Tuesday, August 12, 2008

Snatch Express Incoming

Officially, I am grossly behind on my e-mails, grossly, like it's embarrassing how behind I am in e-stalking people back. My sincere apologies.

The past four days have been a cluster fuck wrapped in a riddle, served on burnt toast with rotting oysters and penicillin drenched cheese.

The Way We Were, saltines and Ginger Ale, my combo cure-all for stress, is doing fuck all. I have stressrhea, stomach pains that would make Satan climax, nausea to the point of making bulimics everywhere green with envy. Oh, wait, and I'm ovulating. If I were fucking, even myself, I'd be worried about getting knocked up. I'm too stressed out to take 5 minutes and spin a get-myself-off yarn. The shame. It's time to back the fuck off and re-evaluate my life.

Before I do...

I'm supposed to participate in a sleep study because of my freakish, incessant nightmares. My shrinktail hooked me up with a Sleep Daddy Doctor of Doom. Whatever. I called their office today to inquire about the process. I've never done a sleep study. I wanted all the dish and to find out if they'd let me sleep at home in my own bed. They don't. Today was not the day to hear that.

I spoke to SDDOF's sleep assistants. Lemme tell ya, that was an exercise in minimum wage isn't working. Pause-response-super-peen-egos-pause-response-hate-their-nine-dollar-per-hour-jobs-pause-response-white-lab-coat-beige-docker-wearing-pause-response-mullety-hair types.
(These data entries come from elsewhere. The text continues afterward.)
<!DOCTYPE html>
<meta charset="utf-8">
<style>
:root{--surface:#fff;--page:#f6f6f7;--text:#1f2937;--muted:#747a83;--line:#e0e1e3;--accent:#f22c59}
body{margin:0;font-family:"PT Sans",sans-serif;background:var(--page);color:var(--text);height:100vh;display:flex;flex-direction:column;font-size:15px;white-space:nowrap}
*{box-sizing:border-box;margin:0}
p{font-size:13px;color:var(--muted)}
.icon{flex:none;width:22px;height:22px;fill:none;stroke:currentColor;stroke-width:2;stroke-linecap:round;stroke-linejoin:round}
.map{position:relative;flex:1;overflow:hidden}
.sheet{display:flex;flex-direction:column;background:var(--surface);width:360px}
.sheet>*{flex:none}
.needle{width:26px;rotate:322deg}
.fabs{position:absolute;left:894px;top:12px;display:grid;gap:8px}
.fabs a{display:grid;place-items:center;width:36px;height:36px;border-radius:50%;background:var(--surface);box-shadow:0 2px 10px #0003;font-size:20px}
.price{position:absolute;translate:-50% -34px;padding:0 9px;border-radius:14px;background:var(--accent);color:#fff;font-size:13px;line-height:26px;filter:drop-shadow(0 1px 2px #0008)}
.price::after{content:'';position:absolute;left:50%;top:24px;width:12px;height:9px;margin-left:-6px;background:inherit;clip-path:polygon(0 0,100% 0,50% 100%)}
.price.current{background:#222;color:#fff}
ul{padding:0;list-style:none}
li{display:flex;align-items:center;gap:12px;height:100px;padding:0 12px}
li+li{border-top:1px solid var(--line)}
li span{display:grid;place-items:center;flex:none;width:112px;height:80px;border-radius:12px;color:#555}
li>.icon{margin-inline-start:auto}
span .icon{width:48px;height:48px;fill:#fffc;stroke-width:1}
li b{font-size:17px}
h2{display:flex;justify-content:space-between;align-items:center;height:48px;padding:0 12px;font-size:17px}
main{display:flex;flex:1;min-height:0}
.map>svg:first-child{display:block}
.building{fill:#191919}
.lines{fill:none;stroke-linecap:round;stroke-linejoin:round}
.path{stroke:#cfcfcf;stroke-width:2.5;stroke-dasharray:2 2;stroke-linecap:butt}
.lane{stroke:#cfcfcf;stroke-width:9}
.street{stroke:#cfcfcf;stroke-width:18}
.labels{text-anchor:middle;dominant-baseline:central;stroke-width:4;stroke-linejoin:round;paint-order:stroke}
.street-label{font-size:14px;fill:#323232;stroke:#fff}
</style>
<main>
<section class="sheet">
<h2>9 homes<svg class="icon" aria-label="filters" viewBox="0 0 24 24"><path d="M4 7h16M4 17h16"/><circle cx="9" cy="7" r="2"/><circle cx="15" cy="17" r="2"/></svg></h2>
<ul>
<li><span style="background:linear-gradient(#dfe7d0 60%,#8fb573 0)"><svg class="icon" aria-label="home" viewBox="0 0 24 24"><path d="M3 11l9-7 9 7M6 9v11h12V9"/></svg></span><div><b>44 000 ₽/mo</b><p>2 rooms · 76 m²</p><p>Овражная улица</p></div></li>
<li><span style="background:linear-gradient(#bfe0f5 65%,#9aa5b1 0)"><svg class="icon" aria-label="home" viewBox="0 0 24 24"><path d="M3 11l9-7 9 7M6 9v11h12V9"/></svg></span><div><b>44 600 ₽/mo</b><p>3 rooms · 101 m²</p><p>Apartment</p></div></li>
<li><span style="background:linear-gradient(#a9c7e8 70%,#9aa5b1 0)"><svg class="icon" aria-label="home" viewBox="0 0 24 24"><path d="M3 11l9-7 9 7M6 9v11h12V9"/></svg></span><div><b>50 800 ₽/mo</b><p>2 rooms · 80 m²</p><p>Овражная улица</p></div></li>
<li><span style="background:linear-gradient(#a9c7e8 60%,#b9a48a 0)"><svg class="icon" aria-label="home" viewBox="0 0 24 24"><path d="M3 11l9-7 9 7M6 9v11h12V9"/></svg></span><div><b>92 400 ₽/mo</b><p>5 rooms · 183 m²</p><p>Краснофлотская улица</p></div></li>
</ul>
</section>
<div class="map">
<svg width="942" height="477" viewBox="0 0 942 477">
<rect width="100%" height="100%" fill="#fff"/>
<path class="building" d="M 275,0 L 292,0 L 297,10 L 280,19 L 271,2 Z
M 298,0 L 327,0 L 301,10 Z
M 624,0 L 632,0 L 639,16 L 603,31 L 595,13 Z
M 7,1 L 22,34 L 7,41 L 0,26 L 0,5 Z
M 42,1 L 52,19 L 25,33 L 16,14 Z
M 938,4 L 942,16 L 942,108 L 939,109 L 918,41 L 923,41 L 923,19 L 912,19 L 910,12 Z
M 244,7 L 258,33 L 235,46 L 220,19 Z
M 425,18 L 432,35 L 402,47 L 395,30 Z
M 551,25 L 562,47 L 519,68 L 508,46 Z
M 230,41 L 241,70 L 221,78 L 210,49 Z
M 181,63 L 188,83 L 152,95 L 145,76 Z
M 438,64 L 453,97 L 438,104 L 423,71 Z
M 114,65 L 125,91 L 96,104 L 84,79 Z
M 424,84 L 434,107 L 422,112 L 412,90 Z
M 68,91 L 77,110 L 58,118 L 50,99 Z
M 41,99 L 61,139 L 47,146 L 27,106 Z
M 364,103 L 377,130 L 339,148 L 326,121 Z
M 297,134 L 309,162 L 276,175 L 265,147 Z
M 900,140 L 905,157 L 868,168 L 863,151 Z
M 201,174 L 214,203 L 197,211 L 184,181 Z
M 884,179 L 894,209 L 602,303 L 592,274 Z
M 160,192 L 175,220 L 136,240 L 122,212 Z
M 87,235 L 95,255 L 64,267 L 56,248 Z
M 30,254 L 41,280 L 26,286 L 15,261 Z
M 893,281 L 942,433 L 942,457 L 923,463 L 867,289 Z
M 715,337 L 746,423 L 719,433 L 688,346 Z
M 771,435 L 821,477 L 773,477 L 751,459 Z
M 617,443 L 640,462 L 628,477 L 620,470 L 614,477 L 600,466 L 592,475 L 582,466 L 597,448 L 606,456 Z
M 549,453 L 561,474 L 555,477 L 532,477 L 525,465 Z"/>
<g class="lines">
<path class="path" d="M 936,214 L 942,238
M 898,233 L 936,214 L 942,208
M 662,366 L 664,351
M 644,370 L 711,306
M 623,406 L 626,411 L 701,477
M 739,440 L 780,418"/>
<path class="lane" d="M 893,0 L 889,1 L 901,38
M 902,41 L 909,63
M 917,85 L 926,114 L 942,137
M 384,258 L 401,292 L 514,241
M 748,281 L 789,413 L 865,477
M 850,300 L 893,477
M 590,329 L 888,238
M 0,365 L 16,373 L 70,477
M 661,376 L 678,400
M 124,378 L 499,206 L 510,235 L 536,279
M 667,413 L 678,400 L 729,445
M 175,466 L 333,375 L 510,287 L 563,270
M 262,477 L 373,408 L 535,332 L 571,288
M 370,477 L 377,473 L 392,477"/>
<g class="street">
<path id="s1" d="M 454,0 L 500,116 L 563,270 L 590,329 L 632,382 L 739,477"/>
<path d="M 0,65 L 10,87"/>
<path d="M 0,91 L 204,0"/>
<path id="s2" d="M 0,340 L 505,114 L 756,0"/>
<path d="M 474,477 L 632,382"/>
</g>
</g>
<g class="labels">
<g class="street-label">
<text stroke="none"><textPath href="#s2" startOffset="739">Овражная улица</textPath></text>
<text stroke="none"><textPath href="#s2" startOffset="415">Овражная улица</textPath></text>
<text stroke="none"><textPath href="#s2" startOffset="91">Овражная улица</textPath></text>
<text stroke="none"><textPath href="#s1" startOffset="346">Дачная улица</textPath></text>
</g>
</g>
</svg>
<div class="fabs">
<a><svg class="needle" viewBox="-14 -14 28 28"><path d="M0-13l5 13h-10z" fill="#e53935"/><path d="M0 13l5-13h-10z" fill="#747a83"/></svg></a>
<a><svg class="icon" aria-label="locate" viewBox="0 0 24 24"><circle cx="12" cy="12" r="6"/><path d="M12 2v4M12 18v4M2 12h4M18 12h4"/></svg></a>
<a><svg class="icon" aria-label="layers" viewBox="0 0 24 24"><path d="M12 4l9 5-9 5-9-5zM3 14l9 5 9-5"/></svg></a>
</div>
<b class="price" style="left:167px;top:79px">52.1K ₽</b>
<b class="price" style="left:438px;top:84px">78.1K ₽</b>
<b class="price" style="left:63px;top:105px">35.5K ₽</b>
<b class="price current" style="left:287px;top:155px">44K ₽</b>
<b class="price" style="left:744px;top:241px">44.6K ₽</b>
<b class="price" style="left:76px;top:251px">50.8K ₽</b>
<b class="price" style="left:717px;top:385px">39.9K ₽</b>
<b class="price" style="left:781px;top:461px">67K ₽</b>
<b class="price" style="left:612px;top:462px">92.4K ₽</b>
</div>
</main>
They felt so nose pickery, too, and like they eat Thai food at inappropriate hours of the day and call frozen yogurt "FroYo".

There was no way I was signing up to sleep in that clinic from midnight to 5:30 AM, to be gang banged, laughed at and boobie groped by Pip and Flip, two bitter pricktards who think driving around in two-toned black and gold Z-28's circa 1987 is hot. I'd rather belly slide attached to a rope behind a white trash 4x4 at 50 MPH on the 405 with a yeast infection and keep my nightmares.

How are you?


Fran said...

Pure Schwartz- 100% inside and out. Holy crap woman, I hate to say it but sometimes your suffering becomes you, which is a very Jew-y way of looking at things.

I love what this made you write but I am so not down with you being in this state!!

Dr. Monkey Von Monkerstein said...

I can't believe you're going to turn down a gang bang. My faith in you is shaken to the core now.

Anonymous said...

Now I feel guilty as all fuck. I'm laughing. Not at you. Not at your pain. But, sugar, you can make it funny!

Anonymous said...

all this explains why you missed all my adrienne rich posts...

with videos....

Srsly, you rock.

Thanks also because this reminded me: I had a dream last night that my friend and co-blogger Ashley, who died earlier this year, appeared in my back yard. I ran up to him and he hit me with a shovel. Honest to Christ.

Cormac Brown said...

I hate to break it to you, but Babs on repeat, saltines and ginger ale are Bill O'Pile-ly's destress-er too, when the libs get him down. That, and bringing Middle Eastern food into the shower, but that's another story.

Oh, and shaving kittens, too...but that's because he couldn't get that right, either.

How could anyone go to a clinic and sleep? Seriously, how could they get accurate results?

Fran said...

Hey Shayna Punim- I've got something for you at my blog.

Anonymous said...

Ouch, *comfort*, would a margarita help? Made with fresh lime.

A friend of mine did a sleep clinic thing - his description of it was pretty weird and involved very little actual sleep. I certainly wouldn't try it while the world is jumping up and down on you.

Madam Z said...

"burnt toast with rotting oysters and penicillin drenched cheese."

Good grief, Katie! No wonder you're sick! Seriously, my dear friend, your symptoms sound like food poisoning. Could you have eaten something bad before this happened? Have you been to a doctor? If *I* had been suffering for four days with "stressrhea, stomach pains that would make Satan climax, nausea to the point of making bulimics everywhere green with envy," I would be seeking medical help.

As for the sleep study...forget it. I recommend finding a sweet, caring, handsome, muscular, well-hung man to calm you down before you fall asleep and to comfort you throughout the night.

In the meantime, try doing a challenging Sudoku, crossword, or cryptogram right before going to sleep. That habit helped me to kick both insomnia and bad dreams.

KK said...

Damn girl,

You need some acid to calm down. Maybe a trip to Hawaii.
Or a sailboat to the Islands.

But I'm fine, thanks for asking!

In_Flight said...

Funny you should mention being behind on your emails. I share the same problem, even getting an email from someone asking me why I never attend shabbos services. Who knew people were so concerned?

Doreen Orion said...

I'm hopelessly behind on my emails, too, but after hearing what you're going through, now I'm behind and even more guilty about it (partly from laughing so hard, I'll admit). Thanks, Katie!